TASK DIRECTIONS:
In the records below, some lines contain the word "const". Copy each of them.

Saved data entries

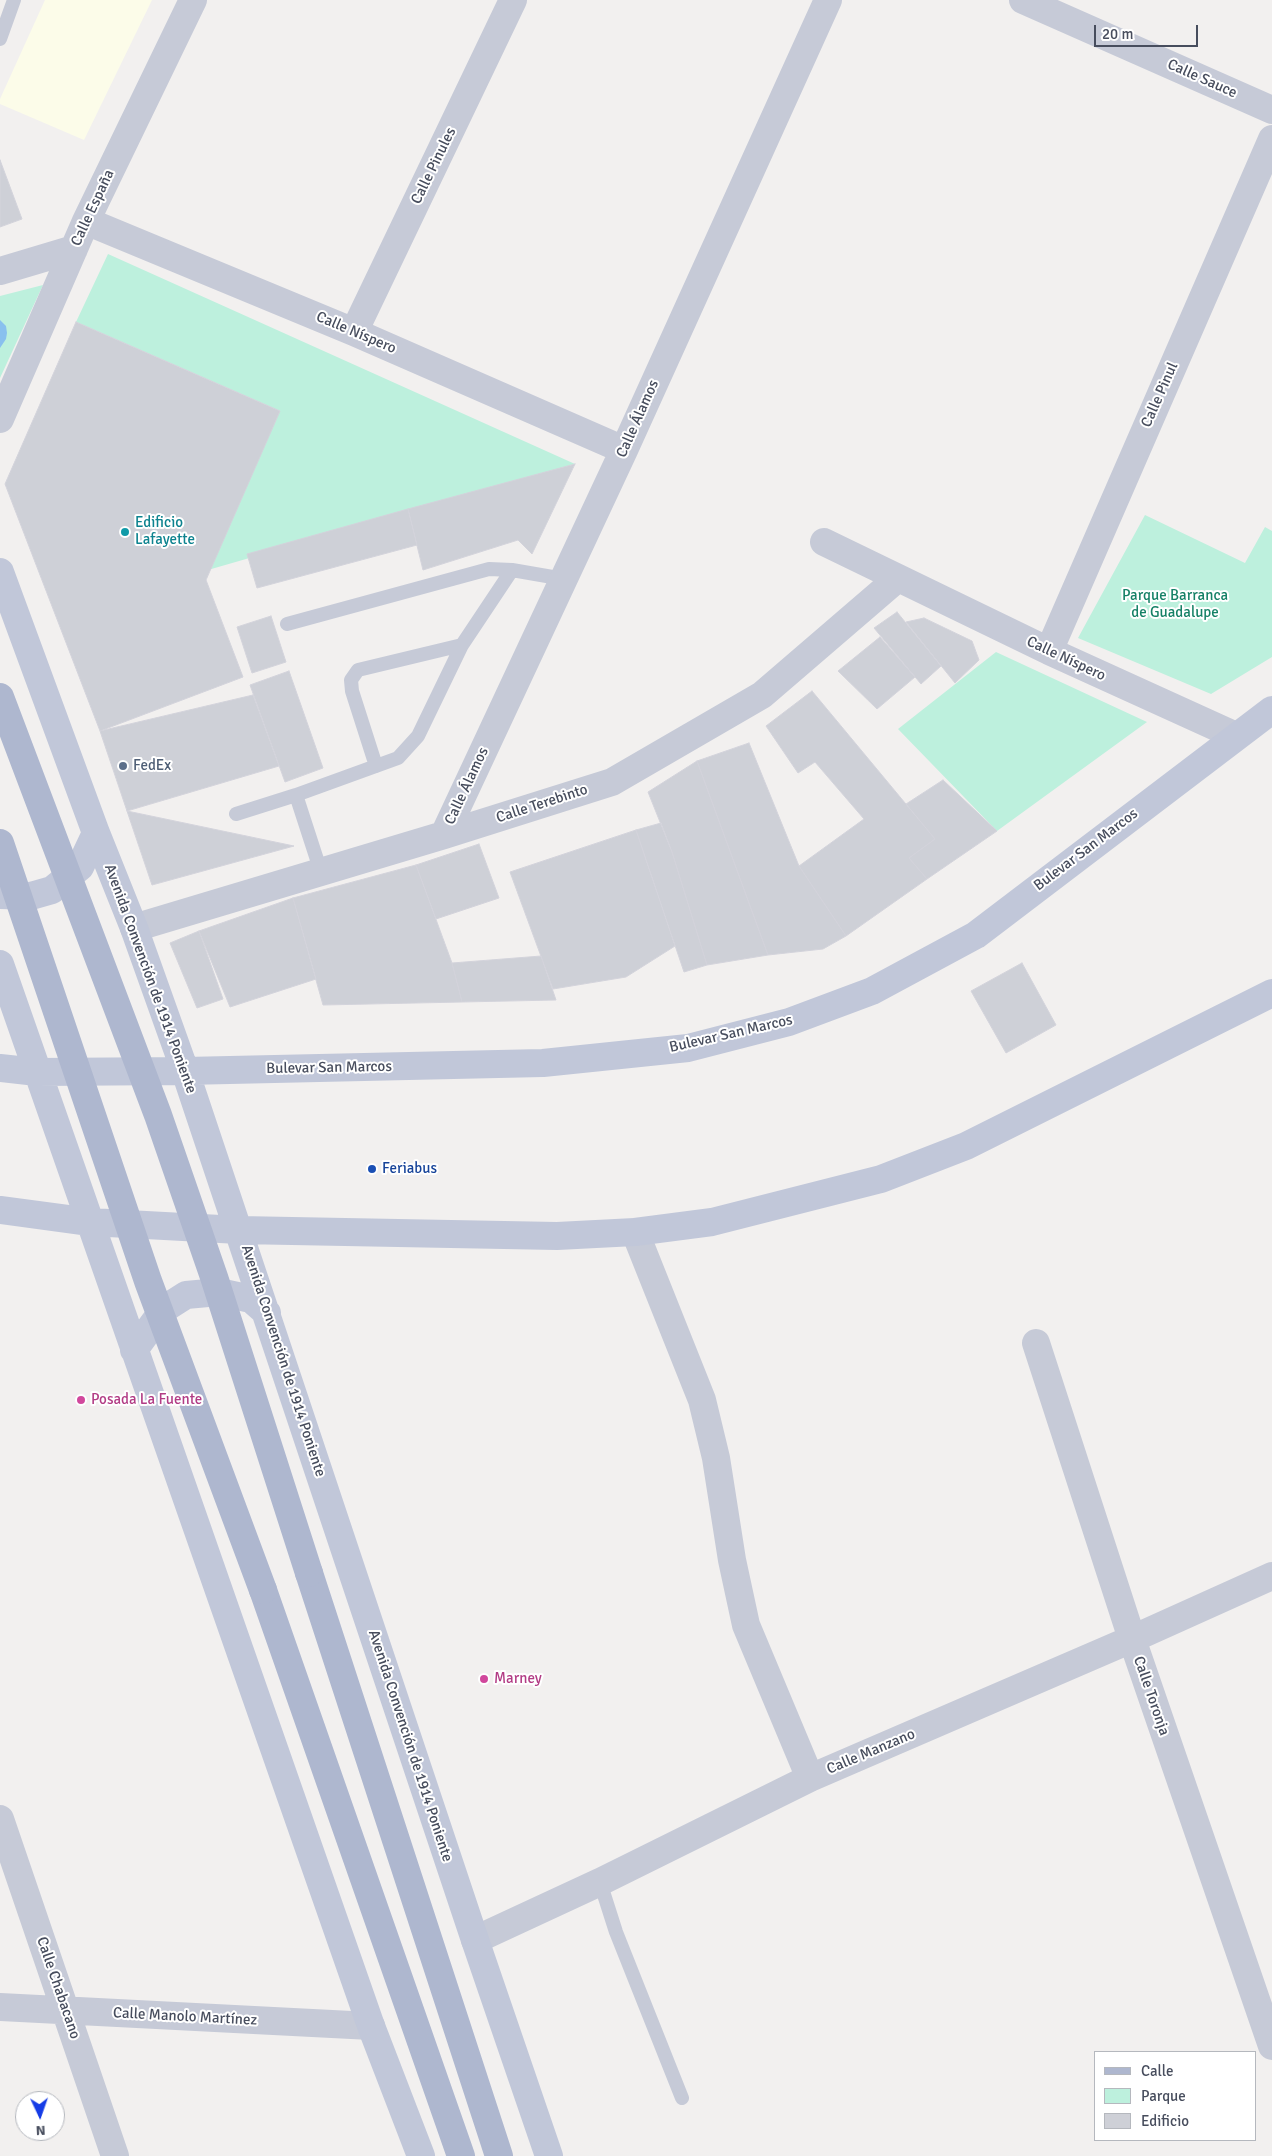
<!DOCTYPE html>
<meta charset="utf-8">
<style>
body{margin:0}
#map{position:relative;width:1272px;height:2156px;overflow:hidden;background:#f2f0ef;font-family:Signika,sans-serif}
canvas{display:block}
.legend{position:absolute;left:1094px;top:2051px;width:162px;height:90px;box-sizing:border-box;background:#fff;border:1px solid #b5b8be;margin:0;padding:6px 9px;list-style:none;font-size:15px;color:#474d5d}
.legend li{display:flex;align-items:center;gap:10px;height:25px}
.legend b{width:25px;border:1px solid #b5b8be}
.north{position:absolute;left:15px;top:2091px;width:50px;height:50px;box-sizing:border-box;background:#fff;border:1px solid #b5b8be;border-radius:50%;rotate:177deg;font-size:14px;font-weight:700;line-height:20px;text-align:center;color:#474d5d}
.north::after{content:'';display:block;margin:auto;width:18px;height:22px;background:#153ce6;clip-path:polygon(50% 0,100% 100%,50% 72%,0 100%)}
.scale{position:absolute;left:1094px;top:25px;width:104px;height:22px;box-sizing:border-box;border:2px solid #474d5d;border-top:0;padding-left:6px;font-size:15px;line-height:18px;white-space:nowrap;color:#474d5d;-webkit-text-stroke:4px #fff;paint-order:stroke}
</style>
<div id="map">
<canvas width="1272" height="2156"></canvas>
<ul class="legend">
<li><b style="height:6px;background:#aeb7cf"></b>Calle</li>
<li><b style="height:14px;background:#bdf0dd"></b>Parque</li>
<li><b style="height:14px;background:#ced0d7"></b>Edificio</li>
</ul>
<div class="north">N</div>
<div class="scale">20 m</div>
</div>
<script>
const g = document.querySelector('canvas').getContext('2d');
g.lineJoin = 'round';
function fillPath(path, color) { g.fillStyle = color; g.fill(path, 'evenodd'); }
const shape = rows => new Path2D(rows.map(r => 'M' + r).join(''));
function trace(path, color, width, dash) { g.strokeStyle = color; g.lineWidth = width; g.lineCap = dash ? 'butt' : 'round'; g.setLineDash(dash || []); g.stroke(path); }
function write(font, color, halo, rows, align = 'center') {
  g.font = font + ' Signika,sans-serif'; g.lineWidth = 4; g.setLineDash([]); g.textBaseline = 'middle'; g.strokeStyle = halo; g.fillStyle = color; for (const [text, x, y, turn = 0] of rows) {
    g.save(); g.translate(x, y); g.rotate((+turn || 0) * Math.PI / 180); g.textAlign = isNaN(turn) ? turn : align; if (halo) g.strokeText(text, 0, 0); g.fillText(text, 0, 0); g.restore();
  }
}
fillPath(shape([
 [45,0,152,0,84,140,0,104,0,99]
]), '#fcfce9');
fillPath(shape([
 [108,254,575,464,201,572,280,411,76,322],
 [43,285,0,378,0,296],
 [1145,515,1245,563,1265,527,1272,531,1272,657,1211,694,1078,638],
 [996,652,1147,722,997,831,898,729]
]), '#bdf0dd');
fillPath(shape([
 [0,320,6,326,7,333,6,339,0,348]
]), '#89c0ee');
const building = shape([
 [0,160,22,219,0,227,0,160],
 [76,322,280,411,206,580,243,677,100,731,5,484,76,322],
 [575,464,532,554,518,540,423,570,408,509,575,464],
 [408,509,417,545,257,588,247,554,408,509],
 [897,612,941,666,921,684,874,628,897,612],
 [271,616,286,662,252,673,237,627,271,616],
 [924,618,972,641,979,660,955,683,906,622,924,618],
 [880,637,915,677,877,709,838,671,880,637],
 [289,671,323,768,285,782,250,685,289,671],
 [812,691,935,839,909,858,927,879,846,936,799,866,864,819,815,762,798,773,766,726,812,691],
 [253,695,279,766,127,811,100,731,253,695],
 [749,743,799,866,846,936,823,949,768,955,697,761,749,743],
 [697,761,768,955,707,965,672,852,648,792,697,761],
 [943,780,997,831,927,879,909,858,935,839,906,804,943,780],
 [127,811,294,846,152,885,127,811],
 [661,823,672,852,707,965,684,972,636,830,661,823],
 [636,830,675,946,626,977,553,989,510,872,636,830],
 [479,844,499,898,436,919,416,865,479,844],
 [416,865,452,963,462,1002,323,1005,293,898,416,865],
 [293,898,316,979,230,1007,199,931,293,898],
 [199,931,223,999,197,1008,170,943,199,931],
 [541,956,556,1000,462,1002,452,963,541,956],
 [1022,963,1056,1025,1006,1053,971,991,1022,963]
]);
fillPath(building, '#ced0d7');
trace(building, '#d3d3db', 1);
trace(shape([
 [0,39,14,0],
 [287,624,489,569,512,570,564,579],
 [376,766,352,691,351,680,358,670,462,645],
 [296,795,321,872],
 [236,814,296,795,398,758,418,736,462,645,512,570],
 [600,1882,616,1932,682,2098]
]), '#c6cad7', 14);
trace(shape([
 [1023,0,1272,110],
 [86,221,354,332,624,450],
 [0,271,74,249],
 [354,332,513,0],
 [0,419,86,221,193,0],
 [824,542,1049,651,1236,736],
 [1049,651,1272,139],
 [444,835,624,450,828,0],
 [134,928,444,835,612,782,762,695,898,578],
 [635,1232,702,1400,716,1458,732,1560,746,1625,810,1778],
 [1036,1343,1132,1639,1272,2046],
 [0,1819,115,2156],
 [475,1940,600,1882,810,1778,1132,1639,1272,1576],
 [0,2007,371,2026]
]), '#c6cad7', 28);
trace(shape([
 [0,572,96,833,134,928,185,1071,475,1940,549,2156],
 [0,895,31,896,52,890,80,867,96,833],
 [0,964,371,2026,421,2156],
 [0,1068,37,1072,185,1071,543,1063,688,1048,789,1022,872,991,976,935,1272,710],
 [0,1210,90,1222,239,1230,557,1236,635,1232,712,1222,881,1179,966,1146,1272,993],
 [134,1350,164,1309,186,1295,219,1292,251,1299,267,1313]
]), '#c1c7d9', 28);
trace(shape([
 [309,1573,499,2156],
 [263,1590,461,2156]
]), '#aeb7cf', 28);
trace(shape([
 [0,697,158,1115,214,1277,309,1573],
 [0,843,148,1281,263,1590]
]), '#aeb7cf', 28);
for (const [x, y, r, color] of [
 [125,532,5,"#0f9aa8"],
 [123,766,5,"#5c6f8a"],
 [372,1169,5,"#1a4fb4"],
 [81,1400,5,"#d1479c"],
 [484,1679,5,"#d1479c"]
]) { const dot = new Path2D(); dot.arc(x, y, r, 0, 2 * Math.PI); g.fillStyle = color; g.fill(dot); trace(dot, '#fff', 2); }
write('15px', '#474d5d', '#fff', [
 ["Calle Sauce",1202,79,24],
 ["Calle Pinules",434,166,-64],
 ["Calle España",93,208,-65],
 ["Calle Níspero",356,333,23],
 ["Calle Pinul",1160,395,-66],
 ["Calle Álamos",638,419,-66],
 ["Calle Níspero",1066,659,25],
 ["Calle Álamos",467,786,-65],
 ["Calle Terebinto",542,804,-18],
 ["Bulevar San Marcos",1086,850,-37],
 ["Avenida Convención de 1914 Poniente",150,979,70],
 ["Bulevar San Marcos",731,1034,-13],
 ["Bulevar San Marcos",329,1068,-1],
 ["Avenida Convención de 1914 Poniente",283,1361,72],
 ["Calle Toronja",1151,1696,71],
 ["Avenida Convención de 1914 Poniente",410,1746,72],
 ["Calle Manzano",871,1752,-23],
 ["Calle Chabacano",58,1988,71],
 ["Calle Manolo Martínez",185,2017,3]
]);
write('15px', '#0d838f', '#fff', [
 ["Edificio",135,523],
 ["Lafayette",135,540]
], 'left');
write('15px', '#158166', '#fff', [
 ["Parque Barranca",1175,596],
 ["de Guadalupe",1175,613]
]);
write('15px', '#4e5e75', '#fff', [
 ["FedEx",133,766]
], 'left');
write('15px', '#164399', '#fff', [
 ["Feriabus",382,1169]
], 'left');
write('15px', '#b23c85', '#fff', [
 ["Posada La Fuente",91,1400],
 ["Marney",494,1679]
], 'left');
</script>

ANSWER TO THE EXERCISE:
const g = document.querySelector('canvas').getContext('2d');
const shape = rows => new Path2D(rows.map(r => 'M' + r).join(''));
  g.font = font + ' Signika,sans-serif'; g.lineWidth = 4; g.setLineDash([]); g.textBaseline = 'middle'; g.strokeStyle = halo; g.fillStyle = color; for (const [text, x, y, turn = 0] of rows) {
const building = shape([
for (const [x, y, r, color] of [
]) { const dot = new Path2D(); dot.arc(x, y, r, 0, 2 * Math.PI); g.fillStyle = color; g.fill(dot); trace(dot, '#fff', 2); }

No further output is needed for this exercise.